Long-held tradition in Australia and the UK
The long-held birthday of the Queen will most likely stay in place, given the fact that the date has also already survived one royal succession. In 1938, the Queen’s father, King George VI, maintained that celebrations for the King’s birthday should take place in the UK in early June, despite the fact that his birthday was in December.
Read more: End of an era: Queen Elizabeth II dies at 96
The ABC reported that this is because the King wanted his subjects to enjoy the celebration during the summer months instead of near Christmas. Australia, except for WA, followed the UK’s lead. It declared the second Sunday of June as a public holiday for the King’s birthday. When Elizabeth II was crowned in 1952, she decided not to change the tradition, even with her birthday being in April.

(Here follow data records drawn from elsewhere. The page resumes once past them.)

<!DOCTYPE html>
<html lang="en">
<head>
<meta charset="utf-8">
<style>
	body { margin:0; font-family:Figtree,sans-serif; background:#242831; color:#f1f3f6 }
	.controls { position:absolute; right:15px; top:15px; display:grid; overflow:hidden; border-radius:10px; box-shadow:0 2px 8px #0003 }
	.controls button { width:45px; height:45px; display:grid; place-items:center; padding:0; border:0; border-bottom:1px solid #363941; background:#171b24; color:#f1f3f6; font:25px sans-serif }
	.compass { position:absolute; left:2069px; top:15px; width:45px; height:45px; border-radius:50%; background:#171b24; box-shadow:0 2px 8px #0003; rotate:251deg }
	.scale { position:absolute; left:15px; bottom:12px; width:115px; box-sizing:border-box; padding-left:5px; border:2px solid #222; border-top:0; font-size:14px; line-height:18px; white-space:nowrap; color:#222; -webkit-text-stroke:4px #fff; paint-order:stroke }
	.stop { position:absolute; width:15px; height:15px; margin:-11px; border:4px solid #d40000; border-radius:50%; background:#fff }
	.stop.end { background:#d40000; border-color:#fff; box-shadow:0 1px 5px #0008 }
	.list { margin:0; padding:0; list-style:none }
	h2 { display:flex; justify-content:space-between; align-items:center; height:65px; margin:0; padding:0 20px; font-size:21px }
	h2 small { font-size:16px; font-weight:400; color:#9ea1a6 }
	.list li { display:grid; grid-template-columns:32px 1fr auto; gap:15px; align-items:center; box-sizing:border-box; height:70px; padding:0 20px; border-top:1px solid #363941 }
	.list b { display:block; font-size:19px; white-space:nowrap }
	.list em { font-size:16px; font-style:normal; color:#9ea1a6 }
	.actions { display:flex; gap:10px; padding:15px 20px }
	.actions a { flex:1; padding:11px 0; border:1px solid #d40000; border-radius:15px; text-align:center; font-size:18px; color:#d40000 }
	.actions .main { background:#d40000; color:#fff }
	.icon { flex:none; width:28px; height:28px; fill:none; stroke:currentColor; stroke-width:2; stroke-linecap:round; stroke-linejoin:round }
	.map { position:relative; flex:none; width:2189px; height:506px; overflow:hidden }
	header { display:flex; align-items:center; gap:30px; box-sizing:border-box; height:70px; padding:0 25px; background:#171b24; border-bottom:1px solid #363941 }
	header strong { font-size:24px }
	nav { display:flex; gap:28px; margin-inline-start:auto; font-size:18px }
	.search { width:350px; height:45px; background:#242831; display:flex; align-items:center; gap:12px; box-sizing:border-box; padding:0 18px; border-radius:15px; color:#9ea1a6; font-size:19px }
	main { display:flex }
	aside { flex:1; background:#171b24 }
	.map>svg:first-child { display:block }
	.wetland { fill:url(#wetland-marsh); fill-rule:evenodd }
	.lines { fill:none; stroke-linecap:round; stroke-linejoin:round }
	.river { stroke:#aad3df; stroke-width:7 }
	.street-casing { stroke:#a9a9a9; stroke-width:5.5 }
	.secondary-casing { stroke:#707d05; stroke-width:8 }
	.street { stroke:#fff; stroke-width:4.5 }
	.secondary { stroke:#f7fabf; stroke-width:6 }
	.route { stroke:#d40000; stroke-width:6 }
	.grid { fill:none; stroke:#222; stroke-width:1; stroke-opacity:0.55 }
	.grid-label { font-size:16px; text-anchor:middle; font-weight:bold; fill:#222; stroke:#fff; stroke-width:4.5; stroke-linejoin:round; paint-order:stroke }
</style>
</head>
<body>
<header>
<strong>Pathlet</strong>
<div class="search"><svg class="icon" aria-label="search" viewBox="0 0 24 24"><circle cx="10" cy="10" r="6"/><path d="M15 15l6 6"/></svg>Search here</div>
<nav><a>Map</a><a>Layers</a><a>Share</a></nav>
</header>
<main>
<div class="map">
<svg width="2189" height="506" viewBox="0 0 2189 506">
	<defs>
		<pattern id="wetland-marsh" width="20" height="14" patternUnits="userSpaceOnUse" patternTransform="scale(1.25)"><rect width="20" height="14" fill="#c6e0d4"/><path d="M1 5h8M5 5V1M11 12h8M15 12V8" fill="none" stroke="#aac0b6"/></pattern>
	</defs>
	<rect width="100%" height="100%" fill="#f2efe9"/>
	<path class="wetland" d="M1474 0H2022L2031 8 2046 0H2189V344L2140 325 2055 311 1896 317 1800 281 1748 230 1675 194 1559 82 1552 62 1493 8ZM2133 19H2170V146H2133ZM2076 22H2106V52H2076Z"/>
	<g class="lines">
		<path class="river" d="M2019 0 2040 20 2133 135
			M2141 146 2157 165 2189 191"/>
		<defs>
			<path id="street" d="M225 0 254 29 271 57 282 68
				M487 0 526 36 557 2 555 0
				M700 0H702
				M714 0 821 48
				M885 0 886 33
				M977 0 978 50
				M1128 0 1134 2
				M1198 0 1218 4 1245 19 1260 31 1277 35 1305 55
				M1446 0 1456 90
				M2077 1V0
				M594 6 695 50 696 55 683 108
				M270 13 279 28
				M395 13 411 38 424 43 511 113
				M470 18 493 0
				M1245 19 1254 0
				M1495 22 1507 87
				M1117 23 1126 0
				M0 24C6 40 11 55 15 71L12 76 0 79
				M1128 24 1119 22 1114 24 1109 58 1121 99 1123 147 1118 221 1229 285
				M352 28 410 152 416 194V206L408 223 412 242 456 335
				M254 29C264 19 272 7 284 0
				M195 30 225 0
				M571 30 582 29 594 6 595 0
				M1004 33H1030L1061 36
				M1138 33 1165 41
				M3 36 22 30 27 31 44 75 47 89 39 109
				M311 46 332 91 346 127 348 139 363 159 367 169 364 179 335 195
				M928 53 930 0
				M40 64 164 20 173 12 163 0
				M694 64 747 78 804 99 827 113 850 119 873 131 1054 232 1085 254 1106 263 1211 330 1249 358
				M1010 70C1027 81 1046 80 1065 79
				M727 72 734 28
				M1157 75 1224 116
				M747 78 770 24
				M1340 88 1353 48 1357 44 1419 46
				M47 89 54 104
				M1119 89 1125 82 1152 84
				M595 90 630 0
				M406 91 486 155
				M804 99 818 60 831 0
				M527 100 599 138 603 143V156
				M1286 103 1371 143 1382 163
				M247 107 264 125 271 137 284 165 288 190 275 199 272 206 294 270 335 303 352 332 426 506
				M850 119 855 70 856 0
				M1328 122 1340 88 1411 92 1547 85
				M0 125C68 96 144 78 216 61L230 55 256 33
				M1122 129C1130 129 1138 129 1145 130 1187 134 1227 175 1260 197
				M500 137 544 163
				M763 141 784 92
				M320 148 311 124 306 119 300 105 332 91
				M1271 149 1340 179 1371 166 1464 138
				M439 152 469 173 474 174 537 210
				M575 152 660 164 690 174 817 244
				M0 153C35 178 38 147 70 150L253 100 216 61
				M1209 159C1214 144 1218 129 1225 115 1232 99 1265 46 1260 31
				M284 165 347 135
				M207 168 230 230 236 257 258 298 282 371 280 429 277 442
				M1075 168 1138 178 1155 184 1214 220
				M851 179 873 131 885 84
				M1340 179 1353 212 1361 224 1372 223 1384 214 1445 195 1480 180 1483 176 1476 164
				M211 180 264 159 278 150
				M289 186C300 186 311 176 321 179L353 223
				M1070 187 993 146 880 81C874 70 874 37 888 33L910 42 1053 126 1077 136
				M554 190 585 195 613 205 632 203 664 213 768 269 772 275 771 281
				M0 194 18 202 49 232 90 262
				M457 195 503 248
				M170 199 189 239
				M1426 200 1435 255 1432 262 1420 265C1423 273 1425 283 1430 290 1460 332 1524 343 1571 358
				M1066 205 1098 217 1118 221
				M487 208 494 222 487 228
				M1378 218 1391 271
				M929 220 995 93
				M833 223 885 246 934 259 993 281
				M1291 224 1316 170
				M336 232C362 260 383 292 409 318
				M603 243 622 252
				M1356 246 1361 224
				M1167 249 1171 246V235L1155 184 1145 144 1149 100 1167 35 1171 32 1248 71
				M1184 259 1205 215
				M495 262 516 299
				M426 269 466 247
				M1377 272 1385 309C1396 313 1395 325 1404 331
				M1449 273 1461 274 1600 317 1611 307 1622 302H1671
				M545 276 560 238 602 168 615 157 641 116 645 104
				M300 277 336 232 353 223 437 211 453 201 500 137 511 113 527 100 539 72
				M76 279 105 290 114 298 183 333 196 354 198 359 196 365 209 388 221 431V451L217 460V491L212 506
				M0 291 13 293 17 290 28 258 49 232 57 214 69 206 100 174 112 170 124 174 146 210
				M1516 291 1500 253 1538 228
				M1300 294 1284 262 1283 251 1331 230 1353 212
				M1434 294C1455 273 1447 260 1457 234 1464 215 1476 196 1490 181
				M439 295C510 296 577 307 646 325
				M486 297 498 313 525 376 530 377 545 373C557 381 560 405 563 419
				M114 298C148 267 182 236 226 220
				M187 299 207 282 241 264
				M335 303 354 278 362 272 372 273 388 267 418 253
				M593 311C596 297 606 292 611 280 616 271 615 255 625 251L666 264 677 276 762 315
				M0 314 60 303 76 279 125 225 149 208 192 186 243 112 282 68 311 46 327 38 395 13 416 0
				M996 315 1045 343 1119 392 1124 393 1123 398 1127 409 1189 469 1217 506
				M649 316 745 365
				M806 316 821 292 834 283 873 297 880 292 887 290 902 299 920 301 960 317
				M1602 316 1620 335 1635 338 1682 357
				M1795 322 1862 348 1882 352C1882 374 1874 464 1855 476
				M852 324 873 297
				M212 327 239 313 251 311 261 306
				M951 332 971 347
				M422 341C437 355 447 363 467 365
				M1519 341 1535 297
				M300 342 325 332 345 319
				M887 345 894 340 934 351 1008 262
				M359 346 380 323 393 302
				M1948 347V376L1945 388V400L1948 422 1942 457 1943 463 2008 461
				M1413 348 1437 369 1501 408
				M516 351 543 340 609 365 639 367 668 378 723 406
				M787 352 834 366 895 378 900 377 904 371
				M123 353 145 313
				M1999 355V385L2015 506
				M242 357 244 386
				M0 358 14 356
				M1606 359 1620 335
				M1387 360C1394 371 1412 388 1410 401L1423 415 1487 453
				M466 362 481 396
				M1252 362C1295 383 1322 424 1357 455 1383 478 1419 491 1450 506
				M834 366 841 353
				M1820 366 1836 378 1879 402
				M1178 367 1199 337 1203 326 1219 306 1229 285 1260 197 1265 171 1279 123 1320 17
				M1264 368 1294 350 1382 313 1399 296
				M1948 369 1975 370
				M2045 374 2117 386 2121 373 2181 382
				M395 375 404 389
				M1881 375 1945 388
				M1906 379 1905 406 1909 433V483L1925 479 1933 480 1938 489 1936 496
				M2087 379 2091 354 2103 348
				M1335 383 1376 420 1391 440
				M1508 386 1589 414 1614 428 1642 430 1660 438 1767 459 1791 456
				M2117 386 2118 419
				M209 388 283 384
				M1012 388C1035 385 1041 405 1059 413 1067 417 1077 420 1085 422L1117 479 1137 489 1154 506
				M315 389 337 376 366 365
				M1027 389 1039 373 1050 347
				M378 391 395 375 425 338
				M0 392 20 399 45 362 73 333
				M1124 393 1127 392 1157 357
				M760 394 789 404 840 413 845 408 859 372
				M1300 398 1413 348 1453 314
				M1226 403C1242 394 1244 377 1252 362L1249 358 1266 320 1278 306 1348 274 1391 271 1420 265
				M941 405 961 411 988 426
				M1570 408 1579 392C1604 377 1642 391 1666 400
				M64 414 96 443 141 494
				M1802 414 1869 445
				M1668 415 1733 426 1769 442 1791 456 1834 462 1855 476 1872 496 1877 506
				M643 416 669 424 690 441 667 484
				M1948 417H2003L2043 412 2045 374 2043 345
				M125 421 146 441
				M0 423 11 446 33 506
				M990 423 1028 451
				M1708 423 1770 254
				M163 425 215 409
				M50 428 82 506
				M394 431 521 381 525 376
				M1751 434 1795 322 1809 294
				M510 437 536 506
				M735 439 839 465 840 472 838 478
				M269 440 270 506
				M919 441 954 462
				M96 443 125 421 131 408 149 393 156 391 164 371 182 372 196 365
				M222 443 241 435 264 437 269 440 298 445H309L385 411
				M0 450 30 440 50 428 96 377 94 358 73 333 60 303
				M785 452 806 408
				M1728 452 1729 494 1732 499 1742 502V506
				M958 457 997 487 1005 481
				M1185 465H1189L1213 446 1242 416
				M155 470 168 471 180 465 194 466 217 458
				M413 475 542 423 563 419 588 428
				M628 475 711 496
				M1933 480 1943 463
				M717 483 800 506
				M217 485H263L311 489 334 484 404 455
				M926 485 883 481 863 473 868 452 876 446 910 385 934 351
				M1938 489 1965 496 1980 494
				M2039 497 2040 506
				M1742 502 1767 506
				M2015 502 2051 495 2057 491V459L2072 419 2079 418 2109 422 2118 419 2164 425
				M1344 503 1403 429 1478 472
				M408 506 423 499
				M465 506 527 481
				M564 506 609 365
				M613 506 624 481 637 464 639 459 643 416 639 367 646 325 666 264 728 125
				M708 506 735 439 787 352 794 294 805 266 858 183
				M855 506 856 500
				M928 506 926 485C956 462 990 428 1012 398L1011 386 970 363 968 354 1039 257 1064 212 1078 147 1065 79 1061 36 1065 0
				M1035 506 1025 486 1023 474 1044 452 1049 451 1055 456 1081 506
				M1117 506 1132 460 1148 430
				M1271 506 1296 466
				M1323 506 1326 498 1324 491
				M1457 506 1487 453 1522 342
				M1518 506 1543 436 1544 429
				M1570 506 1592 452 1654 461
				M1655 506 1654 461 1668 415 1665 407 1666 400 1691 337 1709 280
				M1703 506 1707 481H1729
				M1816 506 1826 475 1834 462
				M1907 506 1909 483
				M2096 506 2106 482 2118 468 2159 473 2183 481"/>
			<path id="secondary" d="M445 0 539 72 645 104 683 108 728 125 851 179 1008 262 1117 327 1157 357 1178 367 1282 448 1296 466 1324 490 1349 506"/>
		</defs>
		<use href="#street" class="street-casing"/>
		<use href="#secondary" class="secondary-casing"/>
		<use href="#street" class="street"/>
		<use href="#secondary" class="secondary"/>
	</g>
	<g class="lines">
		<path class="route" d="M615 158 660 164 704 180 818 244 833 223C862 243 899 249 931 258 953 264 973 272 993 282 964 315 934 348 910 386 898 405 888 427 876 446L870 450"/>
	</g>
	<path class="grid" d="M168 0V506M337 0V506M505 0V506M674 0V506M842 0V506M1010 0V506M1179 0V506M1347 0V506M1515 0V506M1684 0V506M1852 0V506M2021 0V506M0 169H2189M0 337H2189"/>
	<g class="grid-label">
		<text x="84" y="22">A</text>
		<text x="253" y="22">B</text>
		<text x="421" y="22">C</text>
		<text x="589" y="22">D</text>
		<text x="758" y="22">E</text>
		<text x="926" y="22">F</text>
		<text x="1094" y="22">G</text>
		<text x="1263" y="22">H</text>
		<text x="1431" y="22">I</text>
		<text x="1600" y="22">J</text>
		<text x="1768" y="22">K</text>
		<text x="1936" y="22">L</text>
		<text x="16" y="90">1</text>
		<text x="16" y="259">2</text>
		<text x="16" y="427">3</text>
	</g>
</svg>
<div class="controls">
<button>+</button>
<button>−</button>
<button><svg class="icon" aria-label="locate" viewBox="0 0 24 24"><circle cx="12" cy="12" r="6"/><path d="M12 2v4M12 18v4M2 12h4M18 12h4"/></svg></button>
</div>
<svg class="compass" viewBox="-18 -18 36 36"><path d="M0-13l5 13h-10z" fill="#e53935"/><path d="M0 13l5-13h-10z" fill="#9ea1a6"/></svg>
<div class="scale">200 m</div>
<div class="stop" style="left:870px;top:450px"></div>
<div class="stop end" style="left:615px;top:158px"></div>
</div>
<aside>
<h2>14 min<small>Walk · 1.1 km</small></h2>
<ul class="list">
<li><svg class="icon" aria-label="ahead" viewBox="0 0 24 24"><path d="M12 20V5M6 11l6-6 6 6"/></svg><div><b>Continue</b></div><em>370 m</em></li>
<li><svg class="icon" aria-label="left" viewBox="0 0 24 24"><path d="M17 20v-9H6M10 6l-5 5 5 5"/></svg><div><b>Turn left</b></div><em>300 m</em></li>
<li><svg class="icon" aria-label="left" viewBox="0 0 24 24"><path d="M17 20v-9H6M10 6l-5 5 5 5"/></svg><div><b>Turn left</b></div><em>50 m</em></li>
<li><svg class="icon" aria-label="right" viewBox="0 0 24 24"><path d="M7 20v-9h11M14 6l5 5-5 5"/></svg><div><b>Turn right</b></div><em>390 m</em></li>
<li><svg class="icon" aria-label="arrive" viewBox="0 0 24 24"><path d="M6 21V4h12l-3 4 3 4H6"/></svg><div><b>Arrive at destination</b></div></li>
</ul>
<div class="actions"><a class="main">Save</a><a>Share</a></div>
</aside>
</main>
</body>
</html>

Practical consequences of the Queen’s death
News of the Queen’s death incited emotional responses for different countries, and practical implications for others, particularly Australia. Because Australia is a constitutional monarchy, its head of state is now King Charles III, formerly Prince Charles, who will now serve as King of England.
Currency, stamps, and passports in Australia will reflect changes to the rulership of the monarchy. These changes will flow through to the small business community in Australia, which will deal with parcels and banknotes with King Charles III’s appearance in the years to come.